Of the 31 primer pairs that were used to amplify all 48 samples, only 12 yielded clear fragment peaks that could be reliably scored and amplified in all samples. An average of 73.5 alleles (3–8 per loci/population) was found per population analyzed. None of the samples that were genotyped shared the same multilocus genotype, indicating the absence of clones within our samples. Observed heterozygosity frequencies (Ho) ranged from 0.125 to 0.870, while expected (He) heterozygosity frequencies ranged from 0.119 to 0.812. Results from Genepop suggested that a total of seven loci deviated from Hardy-Weinberg equilibrium (HWE) after Bonferroni correction for at least one population (Fsar: sc58, sc90, sc75; Abu Shosha: sc72, sc75, sc85, sc82, sc96). However, only one locus (sc75) deviated from HWE in both populations (p Fsar < 0.001, p abushosha < 0.001). Results from MICROCHECKER showed the possible presence of null alleles for seven loci (Fsar: sc58, sc90, sc56, sc75; Abu Shoosha: sc90, sc75, sc85, sc82, sc96). Yet, only two of these loci showed consistent evidence for null alleles in both populations (sc90 and sc75). No significant linkage disequilibrium was detected for any pairs of loci (α = 0.05).

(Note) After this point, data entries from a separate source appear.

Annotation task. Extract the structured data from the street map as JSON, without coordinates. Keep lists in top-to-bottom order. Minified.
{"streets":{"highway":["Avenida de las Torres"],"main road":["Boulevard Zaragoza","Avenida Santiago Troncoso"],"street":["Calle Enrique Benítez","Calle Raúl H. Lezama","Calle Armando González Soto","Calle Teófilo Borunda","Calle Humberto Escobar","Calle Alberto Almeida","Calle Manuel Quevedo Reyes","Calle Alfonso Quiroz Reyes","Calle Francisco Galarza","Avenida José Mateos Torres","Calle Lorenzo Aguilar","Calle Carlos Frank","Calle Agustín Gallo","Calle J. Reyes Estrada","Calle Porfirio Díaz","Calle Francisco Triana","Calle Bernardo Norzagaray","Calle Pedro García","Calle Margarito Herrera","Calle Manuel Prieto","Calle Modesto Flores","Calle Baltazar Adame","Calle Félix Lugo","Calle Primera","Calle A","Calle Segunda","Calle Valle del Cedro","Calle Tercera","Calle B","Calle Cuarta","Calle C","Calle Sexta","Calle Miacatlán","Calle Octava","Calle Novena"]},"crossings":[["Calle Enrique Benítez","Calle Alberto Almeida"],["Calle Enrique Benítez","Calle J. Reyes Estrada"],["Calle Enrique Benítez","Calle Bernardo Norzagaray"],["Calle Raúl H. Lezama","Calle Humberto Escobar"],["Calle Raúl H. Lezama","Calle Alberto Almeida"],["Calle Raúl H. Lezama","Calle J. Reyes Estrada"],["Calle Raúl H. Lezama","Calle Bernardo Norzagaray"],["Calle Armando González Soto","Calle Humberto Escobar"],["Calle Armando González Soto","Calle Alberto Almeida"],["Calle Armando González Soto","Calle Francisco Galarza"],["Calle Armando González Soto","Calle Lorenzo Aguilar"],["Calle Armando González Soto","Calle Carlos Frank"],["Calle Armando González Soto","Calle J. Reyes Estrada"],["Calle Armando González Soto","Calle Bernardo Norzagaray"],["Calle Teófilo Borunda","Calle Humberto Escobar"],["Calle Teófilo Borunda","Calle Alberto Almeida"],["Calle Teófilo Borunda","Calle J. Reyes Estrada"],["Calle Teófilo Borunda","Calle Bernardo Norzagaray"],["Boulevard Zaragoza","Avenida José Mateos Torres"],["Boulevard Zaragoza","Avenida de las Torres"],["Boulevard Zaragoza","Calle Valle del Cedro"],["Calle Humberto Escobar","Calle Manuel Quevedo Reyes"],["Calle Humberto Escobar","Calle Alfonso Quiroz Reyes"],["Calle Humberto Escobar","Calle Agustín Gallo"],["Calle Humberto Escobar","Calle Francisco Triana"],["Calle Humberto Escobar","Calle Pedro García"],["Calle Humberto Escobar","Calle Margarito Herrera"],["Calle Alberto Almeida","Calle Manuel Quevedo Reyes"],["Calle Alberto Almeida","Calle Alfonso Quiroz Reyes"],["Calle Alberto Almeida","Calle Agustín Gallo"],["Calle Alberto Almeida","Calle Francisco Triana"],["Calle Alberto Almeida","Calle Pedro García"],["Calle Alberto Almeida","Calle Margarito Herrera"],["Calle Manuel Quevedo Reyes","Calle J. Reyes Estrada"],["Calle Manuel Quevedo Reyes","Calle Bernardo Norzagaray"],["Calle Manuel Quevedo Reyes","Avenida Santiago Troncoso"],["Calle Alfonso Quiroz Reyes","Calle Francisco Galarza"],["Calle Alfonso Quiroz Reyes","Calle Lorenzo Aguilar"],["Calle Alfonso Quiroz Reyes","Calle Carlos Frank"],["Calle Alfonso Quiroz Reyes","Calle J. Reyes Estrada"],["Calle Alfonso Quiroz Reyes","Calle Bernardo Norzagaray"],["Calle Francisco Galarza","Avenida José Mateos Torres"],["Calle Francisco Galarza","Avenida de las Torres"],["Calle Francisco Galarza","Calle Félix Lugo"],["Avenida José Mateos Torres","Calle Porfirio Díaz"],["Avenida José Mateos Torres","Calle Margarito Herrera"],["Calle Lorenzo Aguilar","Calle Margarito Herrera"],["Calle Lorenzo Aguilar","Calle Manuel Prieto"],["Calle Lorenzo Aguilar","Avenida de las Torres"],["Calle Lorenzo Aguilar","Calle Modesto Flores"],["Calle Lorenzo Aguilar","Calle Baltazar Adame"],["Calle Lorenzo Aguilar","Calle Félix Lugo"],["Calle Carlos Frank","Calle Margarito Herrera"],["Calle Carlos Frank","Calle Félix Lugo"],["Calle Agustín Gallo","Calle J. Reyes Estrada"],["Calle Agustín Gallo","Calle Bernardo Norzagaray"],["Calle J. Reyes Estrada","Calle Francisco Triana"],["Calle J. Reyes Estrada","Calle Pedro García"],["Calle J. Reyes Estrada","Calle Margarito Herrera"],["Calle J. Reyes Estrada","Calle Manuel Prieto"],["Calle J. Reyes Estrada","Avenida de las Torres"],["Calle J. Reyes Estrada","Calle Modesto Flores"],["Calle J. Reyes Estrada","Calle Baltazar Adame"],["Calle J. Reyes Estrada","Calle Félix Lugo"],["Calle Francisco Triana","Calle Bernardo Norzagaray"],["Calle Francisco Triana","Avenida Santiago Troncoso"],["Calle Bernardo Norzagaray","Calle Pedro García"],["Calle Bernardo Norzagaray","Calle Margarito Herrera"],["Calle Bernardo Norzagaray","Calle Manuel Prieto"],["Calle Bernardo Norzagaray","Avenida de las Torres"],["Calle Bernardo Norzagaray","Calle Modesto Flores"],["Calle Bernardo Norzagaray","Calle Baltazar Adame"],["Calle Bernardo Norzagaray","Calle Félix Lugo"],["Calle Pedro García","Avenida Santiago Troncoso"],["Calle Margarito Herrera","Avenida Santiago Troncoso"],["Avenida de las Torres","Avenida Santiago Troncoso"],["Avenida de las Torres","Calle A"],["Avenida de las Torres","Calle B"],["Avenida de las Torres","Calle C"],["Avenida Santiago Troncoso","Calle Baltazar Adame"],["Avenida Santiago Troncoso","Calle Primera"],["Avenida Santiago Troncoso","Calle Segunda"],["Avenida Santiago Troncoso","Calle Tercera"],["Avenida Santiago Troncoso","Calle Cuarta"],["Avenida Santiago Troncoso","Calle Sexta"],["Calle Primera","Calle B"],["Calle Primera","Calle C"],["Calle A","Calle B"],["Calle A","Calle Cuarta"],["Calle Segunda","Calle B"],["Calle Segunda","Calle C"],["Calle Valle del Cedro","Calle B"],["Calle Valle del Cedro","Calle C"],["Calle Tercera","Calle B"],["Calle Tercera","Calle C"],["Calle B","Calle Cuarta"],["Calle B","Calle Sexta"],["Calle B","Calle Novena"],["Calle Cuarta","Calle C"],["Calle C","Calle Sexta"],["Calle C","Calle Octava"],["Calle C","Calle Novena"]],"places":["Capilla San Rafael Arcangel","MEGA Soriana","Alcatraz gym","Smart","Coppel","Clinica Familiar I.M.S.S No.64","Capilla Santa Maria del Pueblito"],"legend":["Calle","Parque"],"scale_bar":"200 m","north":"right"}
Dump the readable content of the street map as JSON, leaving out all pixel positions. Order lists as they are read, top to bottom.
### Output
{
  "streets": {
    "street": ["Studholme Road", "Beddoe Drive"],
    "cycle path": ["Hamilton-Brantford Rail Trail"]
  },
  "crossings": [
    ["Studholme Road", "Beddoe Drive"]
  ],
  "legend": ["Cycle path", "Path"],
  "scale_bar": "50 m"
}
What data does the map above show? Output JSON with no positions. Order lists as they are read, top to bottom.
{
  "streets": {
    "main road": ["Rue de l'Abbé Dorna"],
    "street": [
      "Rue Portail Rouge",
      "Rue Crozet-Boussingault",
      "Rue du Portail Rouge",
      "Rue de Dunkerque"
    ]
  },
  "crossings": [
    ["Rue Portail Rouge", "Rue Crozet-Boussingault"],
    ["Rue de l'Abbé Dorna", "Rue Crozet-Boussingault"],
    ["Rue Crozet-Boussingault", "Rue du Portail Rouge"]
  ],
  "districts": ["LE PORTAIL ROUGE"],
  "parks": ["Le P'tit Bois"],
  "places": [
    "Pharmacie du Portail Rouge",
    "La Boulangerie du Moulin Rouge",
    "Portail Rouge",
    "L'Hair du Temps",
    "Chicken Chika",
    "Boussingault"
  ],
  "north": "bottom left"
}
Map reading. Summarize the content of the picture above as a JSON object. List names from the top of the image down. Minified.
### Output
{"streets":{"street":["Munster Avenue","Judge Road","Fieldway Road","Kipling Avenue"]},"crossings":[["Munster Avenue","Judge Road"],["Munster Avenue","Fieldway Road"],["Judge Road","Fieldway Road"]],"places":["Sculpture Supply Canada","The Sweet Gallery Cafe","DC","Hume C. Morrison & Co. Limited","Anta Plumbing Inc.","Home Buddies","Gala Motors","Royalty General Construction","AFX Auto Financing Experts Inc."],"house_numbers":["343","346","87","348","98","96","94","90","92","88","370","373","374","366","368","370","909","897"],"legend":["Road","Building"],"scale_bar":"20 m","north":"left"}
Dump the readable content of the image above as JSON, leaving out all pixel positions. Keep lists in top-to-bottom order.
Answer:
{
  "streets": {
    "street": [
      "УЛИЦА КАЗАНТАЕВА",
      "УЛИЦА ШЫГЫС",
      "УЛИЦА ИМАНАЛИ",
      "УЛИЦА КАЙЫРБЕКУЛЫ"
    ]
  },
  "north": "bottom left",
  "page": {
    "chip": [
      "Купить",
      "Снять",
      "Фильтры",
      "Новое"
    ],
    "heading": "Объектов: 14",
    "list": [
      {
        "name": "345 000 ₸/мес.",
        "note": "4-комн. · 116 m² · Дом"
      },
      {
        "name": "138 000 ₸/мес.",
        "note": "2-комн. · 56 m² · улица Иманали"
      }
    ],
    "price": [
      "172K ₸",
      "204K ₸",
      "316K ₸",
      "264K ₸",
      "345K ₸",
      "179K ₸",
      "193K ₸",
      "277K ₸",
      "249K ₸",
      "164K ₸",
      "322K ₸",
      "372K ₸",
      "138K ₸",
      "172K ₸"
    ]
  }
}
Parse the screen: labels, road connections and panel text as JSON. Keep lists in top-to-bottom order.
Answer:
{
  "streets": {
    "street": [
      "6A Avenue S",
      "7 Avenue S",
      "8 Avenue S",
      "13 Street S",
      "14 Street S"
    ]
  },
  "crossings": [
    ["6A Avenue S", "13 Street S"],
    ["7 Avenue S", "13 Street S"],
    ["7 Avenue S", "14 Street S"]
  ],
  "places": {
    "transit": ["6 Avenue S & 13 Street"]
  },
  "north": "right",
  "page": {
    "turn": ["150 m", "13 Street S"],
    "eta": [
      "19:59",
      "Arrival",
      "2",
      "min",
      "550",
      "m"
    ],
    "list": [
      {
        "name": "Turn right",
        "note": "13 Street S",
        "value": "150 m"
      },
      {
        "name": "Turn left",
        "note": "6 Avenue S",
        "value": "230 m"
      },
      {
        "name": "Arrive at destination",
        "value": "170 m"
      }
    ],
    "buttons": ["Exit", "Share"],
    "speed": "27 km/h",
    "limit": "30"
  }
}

While it is noted that several markers developed here showed deviations from HWE, the disparity of these deviations among populations in all but one locus (sc75) suggests that other contributing factors different from null alleles might be the cause of this phenomena. Deviations from HWE linked to reduced heterozygosities seem to be rather common in other sponge species (Duran et al. 2004a; Whalan et al. 2005; Duran and Rützler 2006; Noyer 2010; Guardiola et al. 2011; Uriz and Turon 2012), and might be a consequence of limited dispersal leading to inbreeding, the presence of clonality, or both, rather than the presence of null alleles. Overall, it seems that heterozygote deficits might be a natural trend of sponges and, in the case of this study, it does not seem to be an artifact due to primer binding errors. However, further studies are warranted to test these hypotheses in S. carteri. The markers described in this study will certainly provide a valuable tool for this purpose.


The 12 microsatellite markers developed here will make useful contributions to the future studies of sponge population genetics. Until now, microsatellites have only been developed for eight species within all the Porifera (Duran et al. 2002; Knowlton et al. 2003; Blanquer et al. 2005; Hoshino and Fujita 2006; Noyer et al. 2009; Dailianis and Tsigenopoulos 2010; Gigliarelli et al. 2010; Guardiola et al. 2011) and have only been used for population-wide analyses in few species (Duran et al. 2004a; Calderón et al. 2007; Hoshino et al. 2008; Blanquer et al. 2009; Blanquer and Uriz 2010, 2011; Noyer 2010; Dailianis et al. 2011; Guardiola et al. 2011). The highly variable markers presented herein will be useful for determining fine scale variability between sponge populations and tools for determining species identification for cryptic taxa within this group. Due to strong spatial structure reported in some sponges (Duran et al. 2004b; Blanquer and Uriz 2010), microsatellite markers will be especially important for making strong ecological and evolutionary inferences.